With the pictures left out, repeat every entry that follows exactly.

Dataset entries
____________________
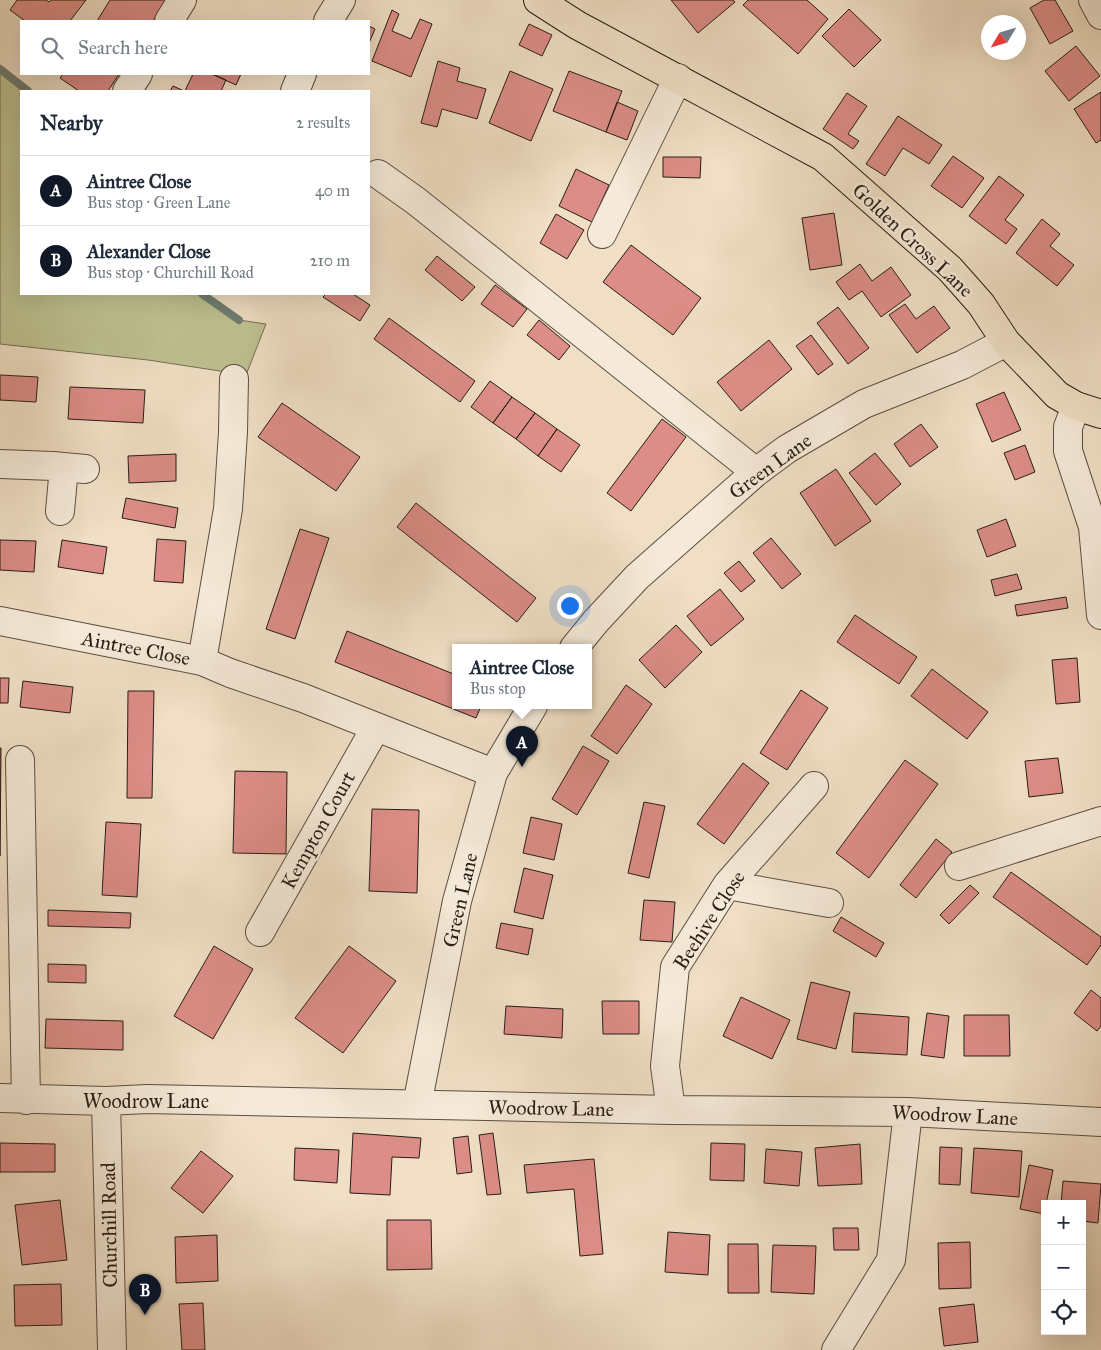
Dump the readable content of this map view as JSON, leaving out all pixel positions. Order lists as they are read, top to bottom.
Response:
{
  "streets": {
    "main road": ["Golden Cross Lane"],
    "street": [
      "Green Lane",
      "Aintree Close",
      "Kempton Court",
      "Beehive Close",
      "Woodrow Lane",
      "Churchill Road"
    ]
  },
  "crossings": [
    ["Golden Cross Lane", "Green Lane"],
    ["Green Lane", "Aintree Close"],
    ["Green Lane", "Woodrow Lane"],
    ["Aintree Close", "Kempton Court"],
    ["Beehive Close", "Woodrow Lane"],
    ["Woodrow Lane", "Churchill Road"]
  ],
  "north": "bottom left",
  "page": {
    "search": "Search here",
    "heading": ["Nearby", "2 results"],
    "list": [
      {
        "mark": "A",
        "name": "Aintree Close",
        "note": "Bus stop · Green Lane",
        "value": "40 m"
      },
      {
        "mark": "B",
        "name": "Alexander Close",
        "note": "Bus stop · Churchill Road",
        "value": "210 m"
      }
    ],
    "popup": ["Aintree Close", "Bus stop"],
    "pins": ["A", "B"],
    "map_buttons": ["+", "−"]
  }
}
____________________
- _Written solution_
Dump the readable content of this map view as JSON, leaving out all pixel positions. Order lists as they are read, top to bottom.
Response:
{
  "streets": {
    "main road": ["Golden Cross Lane"],
    "street": [
      "Green Lane",
      "Aintree Close",
      "Kempton Court",
      "Beehive Close",
      "Woodrow Lane",
      "Churchill Road"
    ]
  },
  "crossings": [
    ["Golden Cross Lane", "Green Lane"],
    ["Green Lane", "Aintree Close"],
    ["Green Lane", "Woodrow Lane"],
    ["Aintree Close", "Kempton Court"],
    ["Beehive Close", "Woodrow Lane"],
    ["Woodrow Lane", "Churchill Road"]
  ],
  "north": "bottom left",
  "page": {
    "search": "Search here",
    "heading": ["Nearby", "2 results"],
    "list": [
      {
        "mark": "A",
        "name": "Aintree Close",
        "note": "Bus stop · Green Lane",
        "value": "40 m"
      },
      {
        "mark": "B",
        "name": "Alexander Close",
        "note": "Bus stop · Churchill Road",
        "value": "210 m"
      }
    ],
    "popup": ["Aintree Close", "Bus stop"],
    "pins": ["A", "B"],
    "map_buttons": ["+", "−"]
  }
}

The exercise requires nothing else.